Data Sharing Statement

The datasets generated and/or analyzed during the current study are available from the corresponding author on reasonable request.

Ethics Approval

This study was performed in line with the principles of the Declaration of Helsinki and was registered at ClinicalTrials.gov (ID: ChiCTR2000040005). The study protocol was approved by the Research Ethics Committee for Experimental and Clinical Studies at the Anhui Provincial Hospital, China, [ethics approval number: 081, 8 May 2021].

Acknowledgments

We thank all those who supported and participated in the study, including our staff, patients and their family members. In addition, an unauthorized version of the Chinese MMSE was used by the study team without permission.
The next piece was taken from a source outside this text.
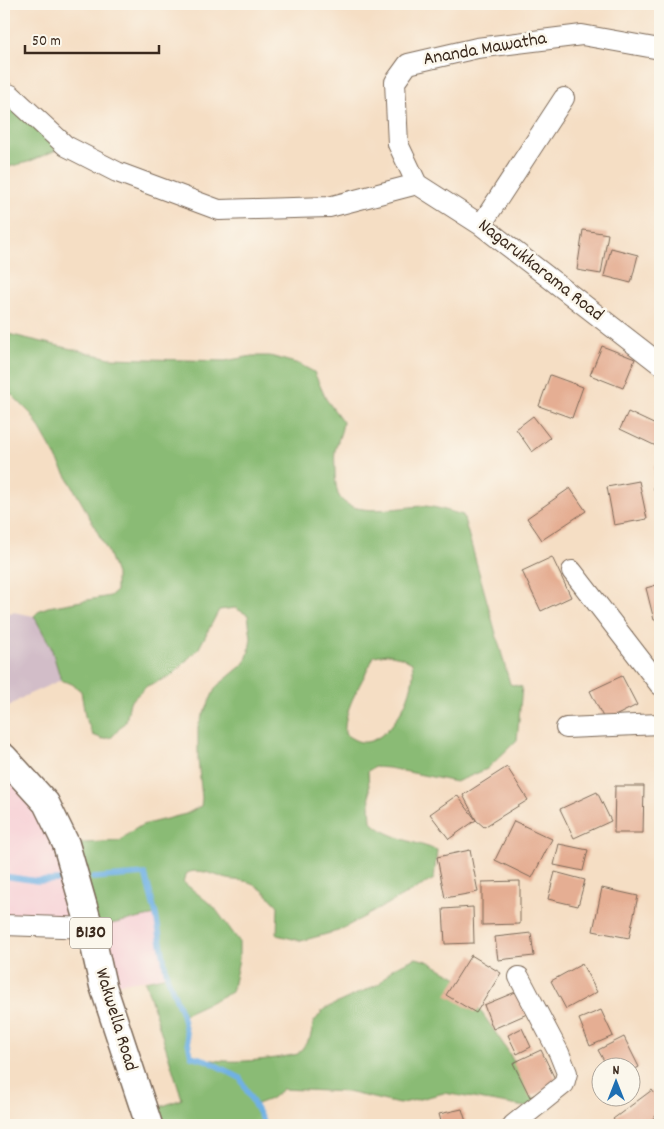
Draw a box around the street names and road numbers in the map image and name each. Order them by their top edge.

The MMSE is a copyrighted instrument and may not be used or reproduced in whole or in part, in any form or language, or by any means without written permission of PAR (www.parinc.com). Therefore, we are very grateful to PAR Inc. for authorizing the use of MMSE scale in this study.

Funding

This study was funded by the National Natural Science Foundation of China (81860249).

Disclosure

The authors declare that the research was conducted in the absence of any commercial or financial relationships that could be construed as a potential conflict of interest.